TO DO - What are the lines of the listing below, word for word, from the first down to the one that contains "1px #9e9081) drop-shadow(0"?
(TASK DATA)
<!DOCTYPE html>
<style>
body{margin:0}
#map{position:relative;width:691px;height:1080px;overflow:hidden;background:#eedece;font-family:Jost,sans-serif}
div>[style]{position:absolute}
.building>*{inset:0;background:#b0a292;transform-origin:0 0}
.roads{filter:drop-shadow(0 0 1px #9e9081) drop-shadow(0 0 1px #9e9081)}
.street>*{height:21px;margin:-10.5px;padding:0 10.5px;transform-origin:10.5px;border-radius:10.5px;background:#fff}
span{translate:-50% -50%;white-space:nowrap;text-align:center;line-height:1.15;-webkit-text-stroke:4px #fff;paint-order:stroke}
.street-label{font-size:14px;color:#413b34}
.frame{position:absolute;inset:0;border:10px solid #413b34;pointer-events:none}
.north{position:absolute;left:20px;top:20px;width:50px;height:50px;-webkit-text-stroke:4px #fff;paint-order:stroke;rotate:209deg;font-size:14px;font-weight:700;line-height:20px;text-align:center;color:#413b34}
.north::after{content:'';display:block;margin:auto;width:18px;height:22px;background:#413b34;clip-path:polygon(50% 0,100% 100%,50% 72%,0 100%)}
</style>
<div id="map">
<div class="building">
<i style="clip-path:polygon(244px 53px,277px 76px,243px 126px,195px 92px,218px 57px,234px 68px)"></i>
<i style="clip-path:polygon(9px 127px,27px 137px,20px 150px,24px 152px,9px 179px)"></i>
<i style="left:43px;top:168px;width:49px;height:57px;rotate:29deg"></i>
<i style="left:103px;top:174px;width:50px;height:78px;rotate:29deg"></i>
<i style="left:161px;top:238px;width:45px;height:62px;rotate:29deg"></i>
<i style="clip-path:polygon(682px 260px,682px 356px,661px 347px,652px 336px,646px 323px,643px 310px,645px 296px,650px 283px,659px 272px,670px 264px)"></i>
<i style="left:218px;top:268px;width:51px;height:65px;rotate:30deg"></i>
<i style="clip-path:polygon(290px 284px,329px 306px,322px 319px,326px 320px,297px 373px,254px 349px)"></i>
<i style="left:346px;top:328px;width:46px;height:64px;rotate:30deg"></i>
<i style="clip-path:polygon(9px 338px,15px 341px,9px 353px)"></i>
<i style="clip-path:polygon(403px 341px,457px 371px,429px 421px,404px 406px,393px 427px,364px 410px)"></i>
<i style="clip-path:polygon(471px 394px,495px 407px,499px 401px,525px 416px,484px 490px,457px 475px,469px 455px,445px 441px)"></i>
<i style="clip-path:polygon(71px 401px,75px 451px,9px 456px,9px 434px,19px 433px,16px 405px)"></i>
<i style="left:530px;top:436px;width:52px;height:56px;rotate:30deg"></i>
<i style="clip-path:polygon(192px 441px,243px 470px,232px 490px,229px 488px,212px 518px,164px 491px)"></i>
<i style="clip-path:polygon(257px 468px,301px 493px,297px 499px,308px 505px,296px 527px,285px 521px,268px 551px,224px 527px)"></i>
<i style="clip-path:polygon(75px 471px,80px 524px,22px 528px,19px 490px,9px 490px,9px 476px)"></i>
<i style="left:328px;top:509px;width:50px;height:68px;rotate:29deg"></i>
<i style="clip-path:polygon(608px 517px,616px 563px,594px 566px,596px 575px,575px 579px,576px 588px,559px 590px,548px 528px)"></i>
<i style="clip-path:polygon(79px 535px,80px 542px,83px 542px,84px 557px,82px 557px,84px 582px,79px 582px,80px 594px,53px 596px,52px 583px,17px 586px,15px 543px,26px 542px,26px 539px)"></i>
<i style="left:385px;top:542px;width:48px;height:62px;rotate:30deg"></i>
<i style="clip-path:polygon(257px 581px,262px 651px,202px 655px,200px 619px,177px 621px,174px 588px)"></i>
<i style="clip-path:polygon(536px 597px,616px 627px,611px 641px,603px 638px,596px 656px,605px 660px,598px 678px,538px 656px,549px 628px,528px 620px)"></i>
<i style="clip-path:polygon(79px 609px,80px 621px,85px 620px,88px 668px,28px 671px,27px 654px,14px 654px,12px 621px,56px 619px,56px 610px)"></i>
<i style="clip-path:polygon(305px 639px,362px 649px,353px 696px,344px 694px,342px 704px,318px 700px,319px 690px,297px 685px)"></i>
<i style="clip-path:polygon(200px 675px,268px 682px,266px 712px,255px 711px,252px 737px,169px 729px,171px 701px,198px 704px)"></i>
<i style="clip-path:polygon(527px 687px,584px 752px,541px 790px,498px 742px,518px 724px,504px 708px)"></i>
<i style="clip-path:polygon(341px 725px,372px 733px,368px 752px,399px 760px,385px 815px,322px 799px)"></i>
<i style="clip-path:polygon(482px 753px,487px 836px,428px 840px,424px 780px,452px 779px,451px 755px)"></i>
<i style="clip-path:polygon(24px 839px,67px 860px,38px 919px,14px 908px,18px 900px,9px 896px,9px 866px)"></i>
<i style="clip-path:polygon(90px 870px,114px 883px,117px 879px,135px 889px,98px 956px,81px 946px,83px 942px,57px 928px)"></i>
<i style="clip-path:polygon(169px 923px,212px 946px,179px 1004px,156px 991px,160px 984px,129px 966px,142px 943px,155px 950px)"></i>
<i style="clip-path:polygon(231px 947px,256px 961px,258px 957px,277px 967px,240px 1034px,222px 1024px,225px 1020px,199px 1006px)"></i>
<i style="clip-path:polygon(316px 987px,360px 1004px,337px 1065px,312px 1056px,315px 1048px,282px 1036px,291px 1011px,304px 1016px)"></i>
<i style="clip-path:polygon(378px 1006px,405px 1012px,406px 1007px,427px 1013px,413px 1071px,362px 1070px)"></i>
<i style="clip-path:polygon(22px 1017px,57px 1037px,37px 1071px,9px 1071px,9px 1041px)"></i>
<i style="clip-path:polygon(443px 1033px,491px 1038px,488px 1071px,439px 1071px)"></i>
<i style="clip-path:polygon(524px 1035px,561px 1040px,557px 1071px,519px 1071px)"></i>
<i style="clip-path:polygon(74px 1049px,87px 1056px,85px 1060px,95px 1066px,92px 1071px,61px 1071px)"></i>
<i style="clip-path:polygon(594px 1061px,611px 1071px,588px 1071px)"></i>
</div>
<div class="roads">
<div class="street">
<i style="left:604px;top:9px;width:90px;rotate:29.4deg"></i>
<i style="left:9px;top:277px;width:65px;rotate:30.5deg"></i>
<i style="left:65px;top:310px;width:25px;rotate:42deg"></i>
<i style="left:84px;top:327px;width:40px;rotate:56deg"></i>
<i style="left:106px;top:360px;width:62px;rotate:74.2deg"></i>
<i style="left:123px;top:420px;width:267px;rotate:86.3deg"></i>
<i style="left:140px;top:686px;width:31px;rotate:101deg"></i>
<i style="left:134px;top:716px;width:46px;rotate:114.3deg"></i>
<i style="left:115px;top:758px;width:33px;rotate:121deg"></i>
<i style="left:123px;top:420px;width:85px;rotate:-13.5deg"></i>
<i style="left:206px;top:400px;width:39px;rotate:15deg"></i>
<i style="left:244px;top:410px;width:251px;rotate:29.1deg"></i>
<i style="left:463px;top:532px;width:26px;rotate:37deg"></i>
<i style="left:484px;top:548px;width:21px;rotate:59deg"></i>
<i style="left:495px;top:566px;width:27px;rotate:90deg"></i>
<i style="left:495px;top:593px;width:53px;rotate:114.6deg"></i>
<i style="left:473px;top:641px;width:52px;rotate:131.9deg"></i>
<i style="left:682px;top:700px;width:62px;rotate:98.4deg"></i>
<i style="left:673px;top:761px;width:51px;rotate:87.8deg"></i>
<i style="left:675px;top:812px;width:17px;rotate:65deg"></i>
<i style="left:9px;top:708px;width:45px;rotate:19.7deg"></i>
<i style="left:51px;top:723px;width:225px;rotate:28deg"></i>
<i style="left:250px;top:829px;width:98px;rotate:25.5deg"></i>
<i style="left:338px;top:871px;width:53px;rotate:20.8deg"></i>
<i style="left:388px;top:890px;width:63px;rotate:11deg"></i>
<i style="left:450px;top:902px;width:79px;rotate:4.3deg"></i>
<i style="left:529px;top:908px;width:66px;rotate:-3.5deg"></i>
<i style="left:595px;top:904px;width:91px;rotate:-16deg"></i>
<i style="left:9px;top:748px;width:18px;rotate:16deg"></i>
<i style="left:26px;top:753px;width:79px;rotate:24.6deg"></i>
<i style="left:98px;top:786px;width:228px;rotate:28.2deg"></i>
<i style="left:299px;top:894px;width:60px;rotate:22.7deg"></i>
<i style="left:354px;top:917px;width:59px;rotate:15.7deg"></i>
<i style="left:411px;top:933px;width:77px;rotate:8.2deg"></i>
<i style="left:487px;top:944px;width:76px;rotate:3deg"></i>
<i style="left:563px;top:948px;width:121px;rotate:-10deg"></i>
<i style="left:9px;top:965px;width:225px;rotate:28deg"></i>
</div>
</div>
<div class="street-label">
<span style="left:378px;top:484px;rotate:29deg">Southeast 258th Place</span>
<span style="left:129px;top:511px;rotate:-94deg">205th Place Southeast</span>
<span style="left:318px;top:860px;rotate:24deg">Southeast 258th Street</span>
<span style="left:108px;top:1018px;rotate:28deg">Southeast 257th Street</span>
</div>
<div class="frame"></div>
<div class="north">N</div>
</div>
(End TASK DATA)
ANSWER -
<!DOCTYPE html>
<style>
body{margin:0}
#map{position:relative;width:691px;height:1080px;overflow:hidden;background:#eedece;font-family:Jost,sans-serif}
div>[style]{position:absolute}
.building>*{inset:0;background:#b0a292;transform-origin:0 0}
.roads{filter:drop-shadow(0 0 1px #9e9081) drop-shadow(0 0 1px #9e9081)}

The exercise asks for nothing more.